The past few days I’ve been working on a hybrid project in both Cubase and Dorico and there were a few moments I wanted to use Dorico for quick counterpoint, exploding of chords, small arranging of a few measures really. For this kind of thing it would be awesome to be able to quickly sketch it out in Dorico and then tab over to Cubase into a midi region and copy/paste without having to go through a whole roundtrip procedure.
Absolutely steal any and all ideas that are good and implementable. Ideas are not protected by any copyright law: it’s the execution that matters.
Yeah, and they aren’t the only software company to invent the idea of copy/paste between their ecosystem, so you’re right, no one owns that. Adobe for example will allow you to copy and paste something directly from Illustrator to Photoshop without doing an export/import. You just copy, tab windows, and paste! Would be great Dorico & Cubase could see simple midi data across a clipboard in this way.
Of course, but there might still be need for additional integration questions to be solved before such feature is released. What’s going to e.g. happen in the following situations:
- the passage is longer than the “available space” in source material (less of an issue if going from Dorico to Cubase, but the other way around — will Dorico generate new bars to accommodate?)
- copying multiple tracks / staves at one go: how is this handled in the receiving program? What if either in Dorico or Cubase the copied tracks only look like they’re adjacent, but might really be visible (either with track filter or staff visibility) tracks dozens or hundreds (if large template) tracks/staves apart?
- how would midi data in percussion staves be handled, to and from?
- if Dorico is displaying the score as transposed, would the default be still to paste the midi data to Cubase at the sounding / concert pitch? Or the other way around?
- etc.
Copying and pasting data between applications has been the whole point of the clipboard since it was invented in the early 1970s!
And of course you can already drag and drop MIDI from Cubase into Dorico; and Drag ‘n’ Drop is a Pasteboard operation, on macOS at least. This also works from any app that supports dragging of MIDI data.

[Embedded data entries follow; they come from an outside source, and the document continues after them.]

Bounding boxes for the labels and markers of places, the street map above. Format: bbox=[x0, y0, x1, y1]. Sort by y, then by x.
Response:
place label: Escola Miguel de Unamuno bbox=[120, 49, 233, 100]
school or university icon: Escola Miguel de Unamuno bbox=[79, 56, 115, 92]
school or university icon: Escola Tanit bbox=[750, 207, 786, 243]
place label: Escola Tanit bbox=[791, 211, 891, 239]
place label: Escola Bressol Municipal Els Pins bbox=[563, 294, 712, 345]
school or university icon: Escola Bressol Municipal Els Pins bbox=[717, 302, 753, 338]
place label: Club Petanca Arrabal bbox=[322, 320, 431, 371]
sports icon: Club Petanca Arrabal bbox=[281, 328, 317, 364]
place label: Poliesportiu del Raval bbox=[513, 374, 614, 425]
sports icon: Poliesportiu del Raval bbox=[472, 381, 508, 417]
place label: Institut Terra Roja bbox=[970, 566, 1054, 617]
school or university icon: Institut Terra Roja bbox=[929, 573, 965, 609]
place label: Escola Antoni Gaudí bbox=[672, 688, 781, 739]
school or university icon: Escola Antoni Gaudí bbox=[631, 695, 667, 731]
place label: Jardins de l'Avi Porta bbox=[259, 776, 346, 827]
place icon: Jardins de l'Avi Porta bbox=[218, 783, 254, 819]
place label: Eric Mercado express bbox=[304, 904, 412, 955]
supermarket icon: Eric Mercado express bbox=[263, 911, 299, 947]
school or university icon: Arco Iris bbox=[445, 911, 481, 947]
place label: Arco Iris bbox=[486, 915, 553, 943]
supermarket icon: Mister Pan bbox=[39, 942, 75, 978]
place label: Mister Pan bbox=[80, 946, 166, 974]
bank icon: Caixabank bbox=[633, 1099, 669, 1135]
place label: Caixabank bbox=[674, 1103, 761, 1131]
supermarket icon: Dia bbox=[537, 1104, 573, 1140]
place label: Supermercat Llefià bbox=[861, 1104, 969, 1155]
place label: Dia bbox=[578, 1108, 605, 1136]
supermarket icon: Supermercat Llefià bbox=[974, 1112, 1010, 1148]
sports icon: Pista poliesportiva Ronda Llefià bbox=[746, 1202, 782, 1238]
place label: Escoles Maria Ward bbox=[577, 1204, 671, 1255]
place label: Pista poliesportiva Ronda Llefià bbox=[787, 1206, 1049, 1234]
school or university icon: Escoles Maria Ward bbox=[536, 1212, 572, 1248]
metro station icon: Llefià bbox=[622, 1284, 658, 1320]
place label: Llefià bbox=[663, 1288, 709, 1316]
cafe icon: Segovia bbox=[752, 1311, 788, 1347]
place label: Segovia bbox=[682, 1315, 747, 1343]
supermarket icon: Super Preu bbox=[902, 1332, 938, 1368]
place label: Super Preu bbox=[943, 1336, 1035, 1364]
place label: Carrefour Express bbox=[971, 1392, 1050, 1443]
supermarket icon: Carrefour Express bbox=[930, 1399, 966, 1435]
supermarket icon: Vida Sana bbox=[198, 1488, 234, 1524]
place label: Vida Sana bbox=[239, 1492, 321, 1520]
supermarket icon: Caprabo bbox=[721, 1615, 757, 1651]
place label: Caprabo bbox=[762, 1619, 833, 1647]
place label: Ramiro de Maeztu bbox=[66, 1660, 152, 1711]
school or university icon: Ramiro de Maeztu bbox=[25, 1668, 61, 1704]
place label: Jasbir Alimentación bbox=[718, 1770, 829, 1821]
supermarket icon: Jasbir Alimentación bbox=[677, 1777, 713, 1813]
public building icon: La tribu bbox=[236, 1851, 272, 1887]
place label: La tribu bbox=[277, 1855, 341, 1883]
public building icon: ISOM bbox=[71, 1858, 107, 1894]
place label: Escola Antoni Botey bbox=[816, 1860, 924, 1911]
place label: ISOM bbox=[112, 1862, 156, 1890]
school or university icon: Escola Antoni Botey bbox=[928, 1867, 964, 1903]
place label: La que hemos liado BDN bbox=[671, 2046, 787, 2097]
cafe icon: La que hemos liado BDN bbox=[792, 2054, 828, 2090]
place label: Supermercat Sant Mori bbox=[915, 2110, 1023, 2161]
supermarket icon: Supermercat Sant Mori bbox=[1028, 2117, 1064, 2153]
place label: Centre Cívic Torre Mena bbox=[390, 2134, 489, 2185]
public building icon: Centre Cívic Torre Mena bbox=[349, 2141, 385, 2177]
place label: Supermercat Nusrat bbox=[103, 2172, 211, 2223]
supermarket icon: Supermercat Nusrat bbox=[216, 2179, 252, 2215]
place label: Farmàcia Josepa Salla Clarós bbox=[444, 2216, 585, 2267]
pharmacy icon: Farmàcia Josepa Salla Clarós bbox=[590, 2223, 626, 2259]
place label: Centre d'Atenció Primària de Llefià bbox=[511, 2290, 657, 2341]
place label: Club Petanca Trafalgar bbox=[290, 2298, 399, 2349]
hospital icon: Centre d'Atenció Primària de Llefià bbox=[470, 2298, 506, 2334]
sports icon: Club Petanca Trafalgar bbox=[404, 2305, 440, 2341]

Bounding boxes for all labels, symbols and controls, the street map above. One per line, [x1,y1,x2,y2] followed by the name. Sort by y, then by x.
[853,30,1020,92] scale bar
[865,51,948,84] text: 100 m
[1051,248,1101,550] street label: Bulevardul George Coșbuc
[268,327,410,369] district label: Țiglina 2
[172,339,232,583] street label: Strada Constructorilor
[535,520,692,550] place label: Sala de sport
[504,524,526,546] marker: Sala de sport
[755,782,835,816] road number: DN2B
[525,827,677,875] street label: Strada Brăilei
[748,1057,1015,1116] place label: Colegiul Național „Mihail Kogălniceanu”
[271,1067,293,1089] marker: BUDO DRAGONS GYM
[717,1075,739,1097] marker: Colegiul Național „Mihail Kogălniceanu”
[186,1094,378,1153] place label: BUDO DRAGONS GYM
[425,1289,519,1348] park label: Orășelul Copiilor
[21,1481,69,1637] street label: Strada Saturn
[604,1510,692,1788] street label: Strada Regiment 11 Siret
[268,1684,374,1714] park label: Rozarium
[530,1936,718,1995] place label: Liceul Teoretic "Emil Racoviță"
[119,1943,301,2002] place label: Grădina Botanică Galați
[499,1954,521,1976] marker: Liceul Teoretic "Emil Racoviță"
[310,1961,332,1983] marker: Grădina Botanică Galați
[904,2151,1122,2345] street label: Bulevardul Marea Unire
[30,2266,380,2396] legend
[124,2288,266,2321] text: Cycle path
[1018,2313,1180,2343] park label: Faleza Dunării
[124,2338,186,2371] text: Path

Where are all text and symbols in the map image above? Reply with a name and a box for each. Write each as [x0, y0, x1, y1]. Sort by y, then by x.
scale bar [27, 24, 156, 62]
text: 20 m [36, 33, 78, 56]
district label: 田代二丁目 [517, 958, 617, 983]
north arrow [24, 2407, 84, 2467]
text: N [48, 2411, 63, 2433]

Finale had a function for copying and pasting MIDI data to the clipboard for years; though they didn’t advertise or showcase any apps with which it could be usefully paired.
That’s cool. It would be great then if you could do the inverse, too. I mostly prefer to use Dorico for writing and orchestration, and the new Dorico-ish score editor in Cubase is not quite there for me.
I am not sure, but if Sibelius and Pro Tools does this, then surely such things must have been considered or are handled one way or another. I actually have Pro Tools, and I think I have a Sibelius free version kicking around if it has this feature (not sure) - I may have to test some of those scenarios to find out how it handles it.
In short answer I would imagine that whichever app you are copying to would make available space, or a prompt would ask you: “Would you like to add additional bars?” etc. Copying multiple tracks wasn’t necessarily my personal thought or use case. I’m picturing more like - you want to copy several chords and then explode them over to a string section in Dorico. Is it not technically still just midi pitch data?
But yeah like I said, I’d have to check to see how Avid has handled this. I’m sure it’s not perfect but the idea would be for quick work, clean up a melody or explode some chords – in my view if you want to work on a full song you’d still be better off with a project file roundtrip.
Have you tried it? I don’t use Cubase, but from what I can gather, it can receive dragged MIDI data. (It would be odd if it only dragged out, but not in.)
I hadn’t, but I just tried it and nothing happens. Also trying the method from Cubase to Dorico doesn’t seem to work for me either, I just tried dragging a basic midi clip into Dorico’s play tab and nothing, sadly…
My experience from the most complex Cubase Scores to Dorico mainly via XML, sometimes via MIDI, is absolutely excellent.